Data items:
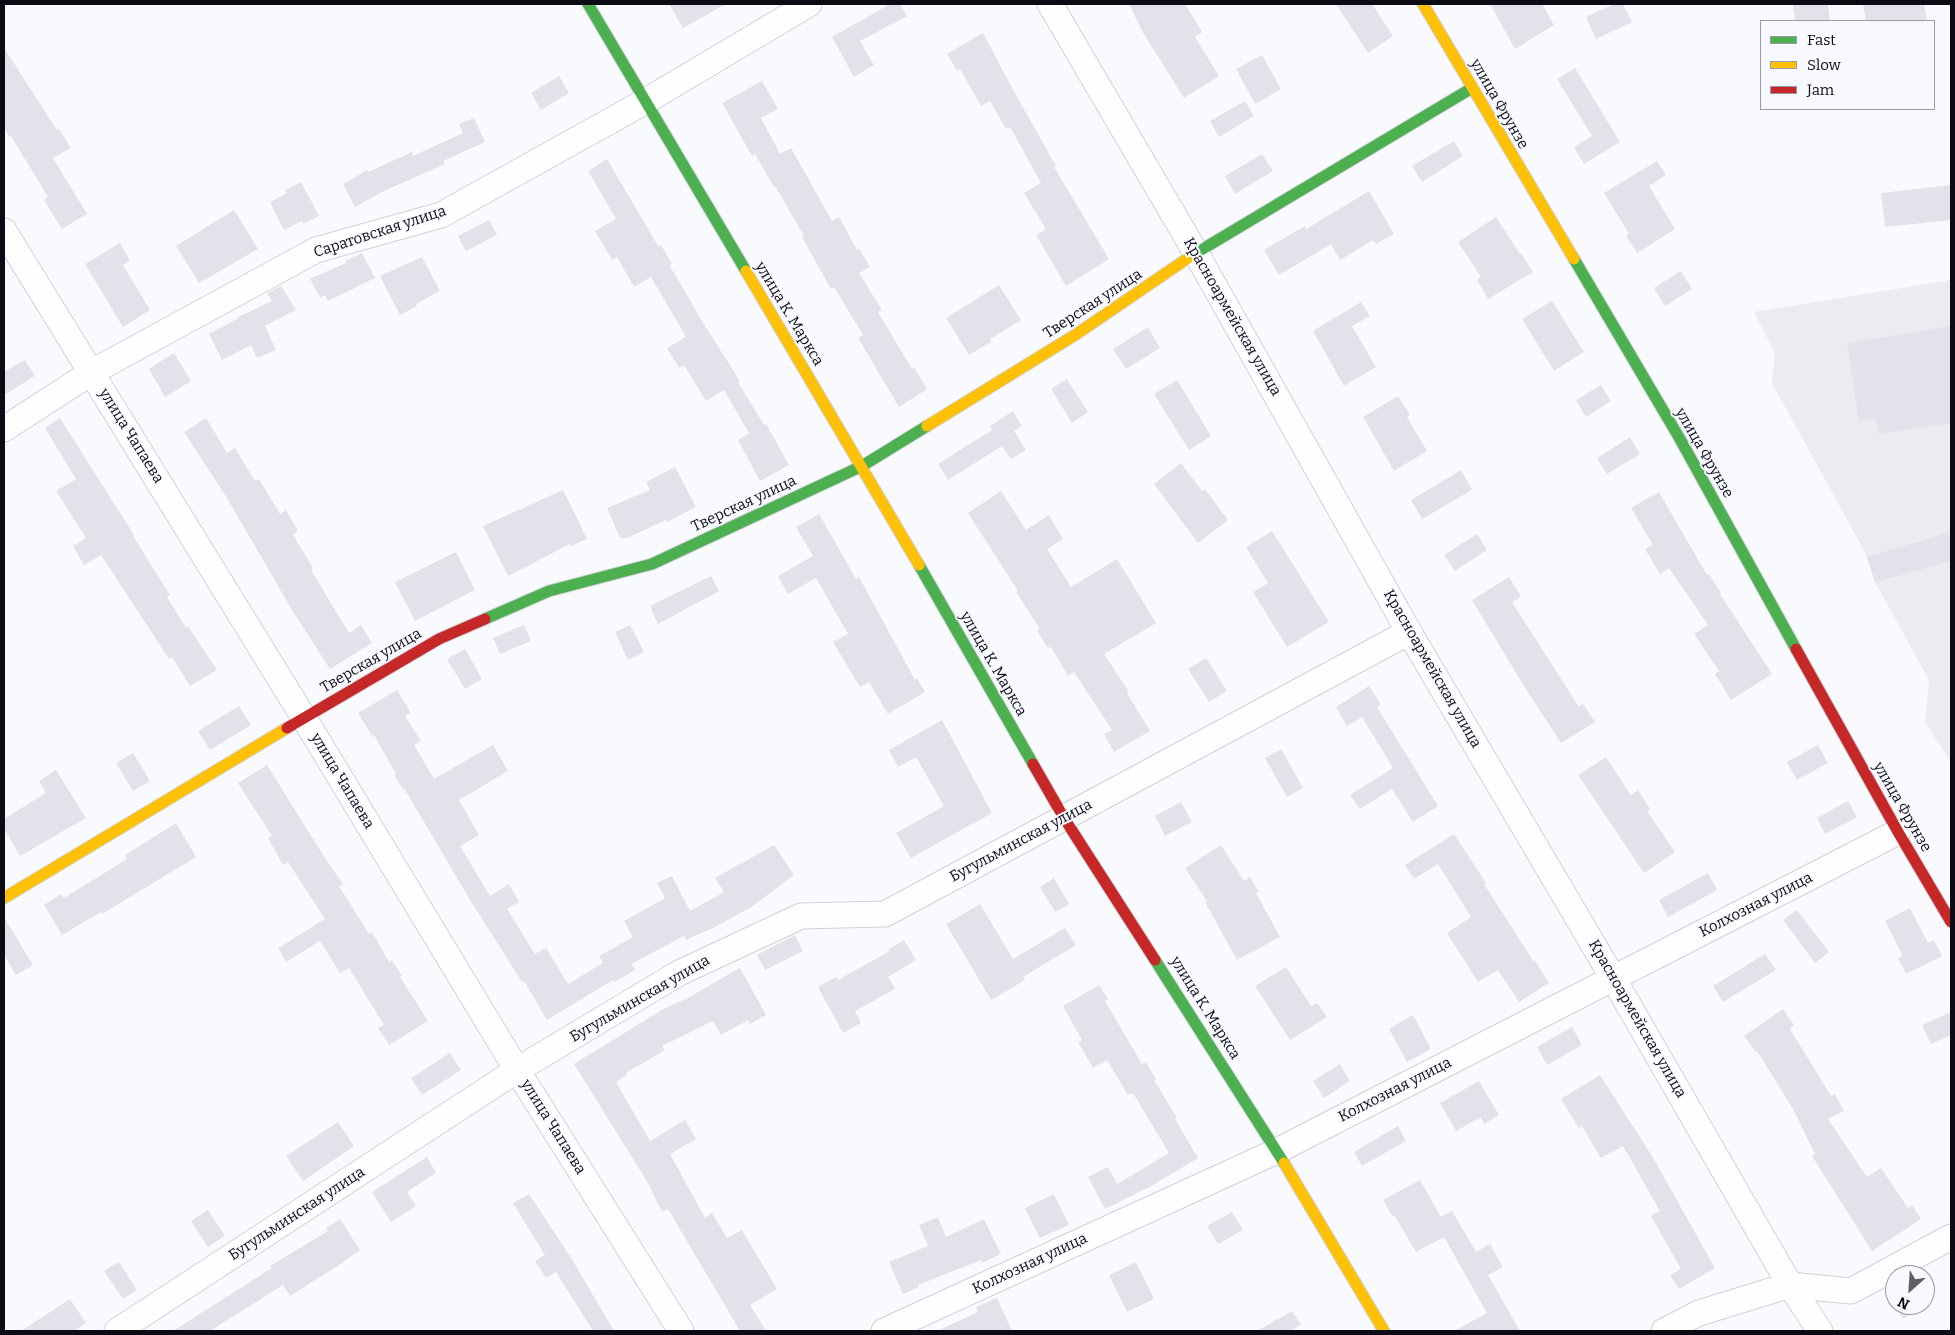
<!DOCTYPE html>
<meta charset="utf-8">
<style>
body{margin:0}
#map{position:relative;width:1955px;height:1335px;overflow:hidden;background:#f9fafe;font-family:Bitter,serif}
canvas{display:block}
.frame{position:absolute;inset:0;border:5px solid #0b0b16;pointer-events:none}
.legend{position:absolute;left:1760px;top:20px;width:175px;height:90px;box-sizing:border-box;background:#f8f9ff;border:1px solid #999aa2;margin:0;padding:6px 9px;list-style:none;font-size:15px;color:#0b0b16}
.legend li{display:flex;align-items:center;gap:10px;height:25px}
.legend b{width:25px;border:1px solid #999aa2}
.north{position:absolute;left:1885px;top:1265px;width:50px;height:50px;box-sizing:border-box;background:#f8f9ff;border:1px solid #999aa2;border-radius:50%;rotate:206deg;font-size:14px;font-weight:700;line-height:20px;text-align:center;color:#0b0b16}
.north::after{content:'';display:block;margin:auto;width:18px;height:22px;background:#5e5f67;clip-path:polygon(50% 0,100% 100%,50% 72%,0 100%)}
</style>
<div id="map">
<canvas width="1955" height="1335"></canvas>
<div class="frame"></div>
<ul class="legend">
<li><b style="height:6px;background:#4caf50"></b>Fast</li>
<li><b style="height:6px;background:#ffc107"></b>Slow</li>
<li><b style="height:6px;background:#c62828"></b>Jam</li>
</ul>
<div class="north">N</div>
</div>
<script>
const ctx = document.querySelector('canvas').getContext('2d');
ctx.lineJoin = 'round';
function fillPath(path, color) { ctx.fillStyle = color; ctx.fill(path, 'evenodd'); }
const toPath = rows => new Path2D(rows.map(r => 'M' + r).join(''));
function trace(path, color, width, dash) { ctx.strokeStyle = color; ctx.lineWidth = width; ctx.lineCap = dash ? 'butt' : 'round'; ctx.setLineDash(dash || []); ctx.stroke(path); }
function label(font, color, halo, rows, align = 'center') {
  ctx.font = font + ' Bitter,serif'; ctx.lineWidth = 4; ctx.setLineDash([]); ctx.textBaseline = 'middle'; ctx.strokeStyle = halo; ctx.fillStyle = color; for (const [text, x, y, turn = 0] of rows) {
    ctx.save(); ctx.translate(x, y); ctx.rotate((+turn || 0) * Math.PI / 180); ctx.textAlign = isNaN(turn) ? turn : align; if (halo) ctx.strokeText(text, 0, 0); ctx.fillText(text, 0, 0); ctx.restore();
  }
}
const built = toPath([
 [1951,280,1951,762,1925,722,1929,680,1875,582,1867,556,1772,383,1775,353,1754,312]
]);
const building = toPath([
 [669,4,726,4,683,28],
 [890,4,900,4,907,16,860,41,874,65,854,77,832,37],
 [1129,4,1185,4,1202,32,1195,37,1219,76,1184,98,1142,31],
 [1336,4,1372,4,1393,36,1368,53],
 [1490,4,1542,4,1554,25,1515,49],
 [1614,4,1623,4,1632,22,1596,39,1586,17],
 [1793,4,1828,4,1830,21,1795,21],
 [1863,4,1924,4,1927,21,1866,21],
 [983,33,1012,88,1056,166,1054,167,1109,259,1066,286,1036,235,1046,229,1024,193,1041,183,1010,127,1006,129,990,101,981,106,960,69,957,71,947,54],
 [4,48,57,130,59,129,71,148,53,158,87,214,62,229,44,200,48,197,11,136,9,137,4,127],
 [1262,55,1281,89,1255,104,1236,69],
 [1575,68,1620,142,1584,164,1574,147,1592,136,1557,79],
 [559,76,569,93,541,110,531,93],
 [762,81,778,109,761,118,780,154,791,148,832,221,839,217,857,250,859,248,870,267,859,273,882,310,878,312,912,369,914,367,927,389,899,407,858,338,863,335,834,287,831,289,802,237,804,236,775,186,774,187,755,154,752,156,722,103],
 [1245,101,1254,116,1219,137,1210,121],
 [474,118,485,142,443,161,445,164,384,191,355,207,343,184,367,170,368,172,412,152,413,156,463,133,459,124],
 [1454,141,1463,156,1422,182,1412,166],
 [1262,154,1273,171,1235,194,1225,176],
 [607,159,658,246,661,245,672,264,670,266,705,326,740,381,738,382,764,425,766,424,789,465,760,481,738,440,749,433,724,390,706,401,684,365,679,368,667,348,686,337,651,277,634,287,617,257,612,260,595,231,616,219,588,171],
 [1657,161,1666,175,1649,186,1675,229,1637,253,1626,236,1629,234,1604,193],
 [301,182,319,216,303,224,302,221,284,230,270,202,287,193,285,190],
 [1951,185,1951,220,1885,227,1881,193],
 [1369,191,1394,234,1376,244,1373,240,1340,260,1331,244,1279,275,1264,250,1305,226,1306,229],
 [234,210,258,249,199,283,176,246],
 [1496,217,1520,254,1521,253,1533,272,1488,299,1477,280,1481,277,1458,242],
 [489,220,497,235,466,251,458,236],
 [120,243,130,260,123,265,150,310,123,327,85,264],
 [362,253,375,278,328,301,325,295,320,298,310,279,346,263,345,261],
 [422,257,440,291,416,304,417,306,400,315,380,276],
 [1681,271,1692,289,1665,306,1654,288],
 [999,285,1021,320,990,339,991,342,969,355,946,318],
 [281,286,296,310,265,326,276,350,257,358,251,345,222,360,209,334,239,318,238,317,272,301,267,293],
 [1552,301,1584,352,1554,371,1522,319],
 [1361,302,1370,316,1352,326,1376,367,1344,386,1313,331],
 [1951,326,1951,423,1879,434,1876,418,1859,421,1847,343],
 [1148,327,1160,348,1126,369,1113,349],
 [174,353,191,381,165,397,149,369],
 [25,360,35,376,4,395,4,372],
 [1067,379,1088,412,1072,423,1051,389],
 [1177,380,1211,436,1189,450,1154,394],
 [1601,385,1611,401,1586,417,1576,400],
 [1398,396,1410,415,1407,417,1427,451,1394,471,1363,417],
 [1013,411,1022,426,1014,431,1026,450,1011,459,1002,446,948,480,938,464,992,430,990,426],
 [60,418,134,535,133,536,170,595,167,597,186,628,188,626,217,670,190,686,172,657,169,659,101,555,84,565,73,546,86,538,56,491,76,479,45,428],
 [206,418,227,453,235,448,255,481,259,479,280,514,286,510,298,531,293,535,313,568,311,570,349,633,361,625,372,643,330,669,292,610,227,498,184,432],
 [1630,437,1640,454,1607,474,1597,458],
 [1181,463,1202,491,1205,489,1228,520,1198,543,1154,484],
 [675,467,696,507,667,522,666,520,627,538,620,538,607,508,650,490,646,482],
 [1461,470,1472,490,1422,519,1411,500],
 [563,490,587,539,571,546,570,544,508,576,483,526],
 [1001,491,1026,530,1049,515,1063,539,1047,549,1071,587,1117,559,1156,623,1104,654,1129,692,1127,693,1150,731,1114,752,1104,734,1112,730,1074,672,1068,676,1051,647,1048,648,1037,631,1040,629,1016,592,1018,591,968,513],
 [1659,492,1707,575,1709,574,1721,593,1720,594,1772,674,1731,700,1715,674,1719,671,1694,634,1708,625,1669,568,1660,574,1645,549,1653,545,1631,508],
 [819,514,856,579,859,577,915,680,917,678,925,692,888,714,869,682,860,687,833,642,848,634,816,578,788,594,778,576,813,556,796,527],
 [1272,531,1329,622,1287,647,1253,592,1268,583,1246,547],
 [1951,532,1951,561,1875,582,1867,557],
 [1477,534,1487,550,1455,571,1444,555],
 [456,552,475,590,415,621,395,582],
 [711,576,719,591,658,624,650,606],
 [1509,577,1521,597,1512,602,1579,707,1583,704,1595,722,1561,743,1522,683,1472,600],
 [524,625,531,641,500,654,493,638],
 [630,625,644,652,628,660,615,632],
 [465,649,482,679,465,689,447,659],
 [1206,658,1227,691,1209,702,1188,669],
 [1369,686,1381,705,1377,707,1438,806,1413,822,1392,789,1360,809,1350,795,1393,768,1362,717,1347,726,1336,707],
 [397,690,411,713,405,716,421,741,414,745,434,779,493,745,508,771,459,800,479,835,460,846,490,896,509,884,519,902,507,909,535,954,546,948,568,984,603,963,599,956,633,937,624,921,665,898,657,883,672,876,690,911,724,892,715,878,774,845,794,875,753,906,717,926,686,940,684,936,631,964,635,970,614,982,613,980,547,1020,524,981,522,982,467,895,404,788,403,789,394,775,396,774,374,735,372,736,358,713],
 [239,706,251,725,210,750,198,731],
 [942,720,992,813,911,858,896,833,944,806,916,757,898,767,889,750],
 [1818,745,1828,763,1797,780,1787,762],
 [1281,749,1303,788,1287,797,1265,758],
 [133,753,150,781,133,791,116,763],
 [1606,757,1631,795,1638,790,1650,809,1647,811,1675,852,1644,873,1578,775],
 [267,765,323,855,343,884,339,886,369,934,372,932,389,962,392,960,402,976,400,977,428,1021,389,1045,378,1028,384,1025,349,968,340,973,320,941,286,962,278,948,325,919,288,862,283,865,268,838,272,836,238,783],
 [56,770,86,818,20,856,4,828,4,819,46,793,39,781],
 [1848,801,1857,817,1825,834,1817,818],
 [1181,802,1192,822,1165,836,1155,816],
 [176,823,196,857,102,914,101,912,62,935,44,905,61,894,64,898,127,859,125,855],
 [1454,834,1486,883,1484,884,1534,962,1535,961,1549,983,1519,1002,1498,970,1478,982,1447,933,1471,917,1438,864,1414,879,1405,865],
 [1221,845,1244,881,1250,877,1259,892,1256,893,1280,937,1237,960,1205,902,1207,901,1185,868],
 [1708,873,1717,890,1668,917,1659,900],
 [1054,878,1069,904,1055,912,1040,887],
 [980,904,1013,959,1065,928,1076,945,1023,977,1025,980,991,1000,946,924],
 [1910,908,1928,943,1934,940,1942,956,1906,974,1898,958,1903,956,1885,921],
 [1797,910,1829,952,1815,963,1783,920],
 [4,917,33,965,16,975,4,955],
 [795,935,803,951,765,970,757,955],
 [904,940,916,960,888,977,895,989,855,1011,861,1023,843,1033,818,987,836,977,838,980,890,951,889,949],
 [1765,954,1776,970,1723,1002,1713,986],
 [1286,967,1311,1006,1317,1003,1327,1017,1290,1040,1255,986],
 [740,968,766,1015,750,1024,748,1020,721,1035,713,1021,662,1046,665,1050,626,1073,627,1075,616,1082,650,1141,685,1120,696,1139,670,1154,705,1218,712,1213,727,1238,742,1230,777,1289,750,1305,766,1331,740,1331,668,1209,662,1212,648,1183,574,1064,665,1008,684,1000],
 [1099,985,1108,999,1105,1001,1142,1064,1146,1062,1156,1079,1154,1080,1177,1118,1175,1119,1198,1158,1153,1185,1105,1209,1088,1177,1108,1167,1117,1184,1169,1153,1133,1093,1128,1095,1107,1060,1093,1068,1078,1042,1082,1040,1063,1006],
 [1783,1009,1794,1025,1790,1029,1831,1096,1835,1094,1844,1111,1828,1119,1867,1177,1881,1168,1908,1208,1912,1205,1921,1219,1872,1251,1812,1156,1815,1154,1793,1109,1757,1051,1756,1052,1744,1036],
 [1951,1012,1951,1035,1931,1044,1922,1025],
 [1413,1015,1431,1049,1407,1062,1389,1029],
 [1572,1027,1582,1045,1547,1065,1537,1047],
 [450,1053,461,1070,422,1095,411,1078],
 [1340,1064,1350,1081,1324,1098,1313,1081],
 [1600,1075,1652,1156,1715,1268,1679,1289,1670,1275,1681,1269,1651,1216,1660,1211,1623,1146,1601,1158,1582,1126,1579,1128,1561,1099],
 [1479,1081,1499,1115,1484,1124,1481,1117,1456,1131,1440,1103],
 [338,1122,354,1146,303,1181,286,1156],
 [1398,1126,1406,1141,1362,1166,1354,1152],
 [427,1157,436,1173,407,1192,416,1206,391,1222,372,1192],
 [1420,1180,1441,1217,1452,1211,1476,1252,1490,1244,1503,1267,1488,1275,1520,1331,1454,1331,1487,1313,1444,1237,1416,1252,1394,1215,1392,1216,1383,1200],
 [529,1194,573,1261,614,1331,593,1331,556,1272,546,1278,535,1261,545,1255,513,1203],
 [1054,1194,1069,1225,1040,1238,1025,1208],
 [208,1210,225,1236,208,1247,191,1221],
 [1232,1212,1243,1230,1218,1244,1207,1226],
 [938,1217,946,1237,984,1219,1001,1254,982,1263,981,1260,918,1285,919,1287,903,1294,889,1262,928,1246,919,1225],
 [340,1219,360,1250,336,1267,290,1296,283,1285,210,1331,173,1331,272,1268,270,1266,328,1231,326,1228],
 [119,1262,137,1290,123,1299,104,1271],
 [1136,1262,1154,1299,1127,1312,1109,1275],
 [1925,1291,1931,1302,1903,1319,1894,1305,1925,1305],
 [997,1298,1012,1331,937,1331,978,1312,976,1307],
 [70,1299,86,1323,74,1331,21,1331],
 [1292,1311,1301,1325,1290,1331,1257,1331]
]);
const street = toPath([
 [1050,4,1196,253,1409,632,1613,978,1790,1285,1820,1331],
 [4,231,304,718,517,1070,681,1331],
 [4,429,92,372,316,250,441,215,646,101,809,4],
 [117,1331,517,1070,679,973,801,916,885,914,1409,632],
 [884,1331,1277,1151,1898,832],
 [1664,1331,1699,1313,1790,1285,1851,1291,1951,1237]
]);
const fast = toPath([
 [588,4,746,271],
 [1191,256,1472,88],
 [1574,259,1680,439,1796,649],
 [919,565,1033,764],
 [485,619,549,591,652,564,862,466,927,426],
 [1155,960,1284,1163]
]);
const slow = toPath([
 [1423,4,1574,259],
 [746,271,919,565],
 [927,426,1075,335,1191,256],
 [4,898,287,728],
 [1284,1163,1384,1331]
]);
const jam = toPath([
 [1796,649,1898,832,1951,922],
 [287,728,439,639,485,619],
 [1033,764,1064,818,1155,960]
]);
const streetNames = [
 ["улица Фрунзе",1499,104,60],
 ["Саратовская улица",380,232,-18],
 ["Тверская улица",1093,304,-33],
 ["улица К. Маркса",789,314,59],
 ["Красноармейская улица",1232,317,60],
 ["улица Чапаева",131,436,58],
 ["улица Фрунзе",1704,453,60],
 ["Тверская улица",744,504,-25],
 ["Тверская улица",371,661,-30],
 ["улица К. Маркса",993,664,60],
 ["Красноармейская улица",1432,669,60],
 ["улица Чапаева",342,781,59],
 ["улица Фрунзе",1902,807,60],
 ["Бугульминская улица",1021,841,-28],
 ["Колхозная улица",1756,905,-27],
 ["Бугульминская улица",640,999,-30],
 ["улица К. Маркса",1205,1008,58],
 ["Красноармейская улица",1637,1019,60],
 ["Колхозная улица",1395,1090,-27],
 ["улица Чапаева",553,1127,58],
 ["Бугульминская улица",297,1214,-33],
 ["Колхозная улица",1030,1264,-25]
];
fillPath(built, '#ebebf2');
fillPath(building, '#e2e3ea');
trace(street, '#d0d1d9', 27);
trace(fast, '#d0d1d9', 13);
trace(slow, '#d0d1d9', 13);
trace(jam, '#d0d1d9', 13);
trace(street, '#fefeff', 25);
trace(fast, '#4caf50', 11);
trace(slow, '#ffc107', 11);
trace(jam, '#c62828', 11);
label('15px', '#0b0b16', '#f8f9ff', streetNames);
</script>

What you are asked to do: Only the line with "const toPath = rows" and those preceding it, back to the first line of the entries, should be repeated exactly, without pictures.

Result:
<!DOCTYPE html>
<meta charset="utf-8">
<style>
body{margin:0}
#map{position:relative;width:1955px;height:1335px;overflow:hidden;background:#f9fafe;font-family:Bitter,serif}
canvas{display:block}
.frame{position:absolute;inset:0;border:5px solid #0b0b16;pointer-events:none}
.legend{position:absolute;left:1760px;top:20px;width:175px;height:90px;box-sizing:border-box;background:#f8f9ff;border:1px solid #999aa2;margin:0;padding:6px 9px;list-style:none;font-size:15px;color:#0b0b16}
.legend li{display:flex;align-items:center;gap:10px;height:25px}
.legend b{width:25px;border:1px solid #999aa2}
.north{position:absolute;left:1885px;top:1265px;width:50px;height:50px;box-sizing:border-box;background:#f8f9ff;border:1px solid #999aa2;border-radius:50%;rotate:206deg;font-size:14px;font-weight:700;line-height:20px;text-align:center;color:#0b0b16}
.north::after{content:'';display:block;margin:auto;width:18px;height:22px;background:#5e5f67;clip-path:polygon(50% 0,100% 100%,50% 72%,0 100%)}
</style>
<div id="map">
<canvas width="1955" height="1335"></canvas>
<div class="frame"></div>
<ul class="legend">
<li><b style="height:6px;background:#4caf50"></b>Fast</li>
<li><b style="height:6px;background:#ffc107"></b>Slow</li>
<li><b style="height:6px;background:#c62828"></b>Jam</li>
</ul>
<div class="north">N</div>
</div>
<script>
const ctx = document.querySelector('canvas').getContext('2d');
ctx.lineJoin = 'round';
function fillPath(path, color) { ctx.fillStyle = color; ctx.fill(path, 'evenodd'); }
const toPath = rows => new Path2D(rows.map(r => 'M' + r).join(''));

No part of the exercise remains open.